Randonnée de St Martin-Vésubie à la Vallée des Merveilles

Ce gros week-end de l’ascension était une trop belle occasion, à ne surtout pas manquer ! En route donc pour Saint-Martin-Vésubie, point de départ de cette boucle de 50km, planifiée sur trois jours. Il est prévu de rejoindre le refuge des merveilles, puis remonter la vallée du même nom sur la Baisse de la Valmasque, puis grimper la Baisse du Basto, avant de filer vers le refuge de Nice, au pied du Gélas. Vient alors la Madone de Fenèstre, et le retour sur Saint-Martin-Vésubie.

De Saint-Martin-Vésubie à Saint-Grat

Arrivé tôt, je pars quand il fait encore frais. Je suis bien inspiré car ils annoncent des records de température ce week-end ! Dès que je quitte le village, je remonte un sentier qui a servi pour un trail. Tous les cent mètres de mon ascension en direction de la cime de la Palu, un petit panneau m’encourage…  +500, +600, etc… Arrivé aux 1000m d’ascension depuis le départ, c’est le panneau d’arrivée de ce trail.

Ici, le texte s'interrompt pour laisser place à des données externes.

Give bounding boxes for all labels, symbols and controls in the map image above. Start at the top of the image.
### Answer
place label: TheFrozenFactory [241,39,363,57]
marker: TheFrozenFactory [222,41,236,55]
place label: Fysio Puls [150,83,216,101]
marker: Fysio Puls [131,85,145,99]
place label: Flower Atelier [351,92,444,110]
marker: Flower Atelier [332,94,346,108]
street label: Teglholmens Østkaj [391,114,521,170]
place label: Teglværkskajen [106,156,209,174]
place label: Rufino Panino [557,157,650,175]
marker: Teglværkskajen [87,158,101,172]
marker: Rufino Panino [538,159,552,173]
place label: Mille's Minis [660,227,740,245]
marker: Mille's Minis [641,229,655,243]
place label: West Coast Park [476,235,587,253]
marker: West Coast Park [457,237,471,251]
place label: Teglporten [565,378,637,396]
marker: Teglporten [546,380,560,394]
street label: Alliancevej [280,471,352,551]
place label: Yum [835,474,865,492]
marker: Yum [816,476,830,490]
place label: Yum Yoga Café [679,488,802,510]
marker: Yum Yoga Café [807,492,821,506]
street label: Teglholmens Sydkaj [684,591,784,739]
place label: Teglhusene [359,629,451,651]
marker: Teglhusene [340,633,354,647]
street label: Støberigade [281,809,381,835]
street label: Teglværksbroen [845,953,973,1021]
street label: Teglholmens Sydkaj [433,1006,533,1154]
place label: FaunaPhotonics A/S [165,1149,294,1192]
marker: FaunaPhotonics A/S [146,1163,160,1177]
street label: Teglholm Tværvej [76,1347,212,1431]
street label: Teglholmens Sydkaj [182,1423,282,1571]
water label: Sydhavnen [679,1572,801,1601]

Arrivée du chemin de Trail

Pffffffffff moi je continue !  On est pas encore à la cime. C’est là qu’un jeune trailer arrive, dans son effort, en courant et en chantant à la Steevie Wonder, et me dépasse pendant ma petite pause snack. Tellement dans son effort, il ne m’a pas vu à côté du chemin. A son retour du sommet, il s’arrête pour discuter un peu. Moment de partage de deux pratiquants de la nature qui semblent si différents et pourtant très proches… Nous sommes chacun épaté par l’accomplissement de l’autre. Lui l’ascension en courant, moi avec un sac de 20kg sur le dos… Mais tous les deux nous régalons de cette montagne ! Il repart vers le village et moi vers le sommet qui n’est plus loin.

Le village de Venanson

Arrivé à la cime de la Palu, Le spectacle est grandiose ! Derrière tout le massif de l’Argentera, du Gélas, du Clapier se découvre devant moi subitement.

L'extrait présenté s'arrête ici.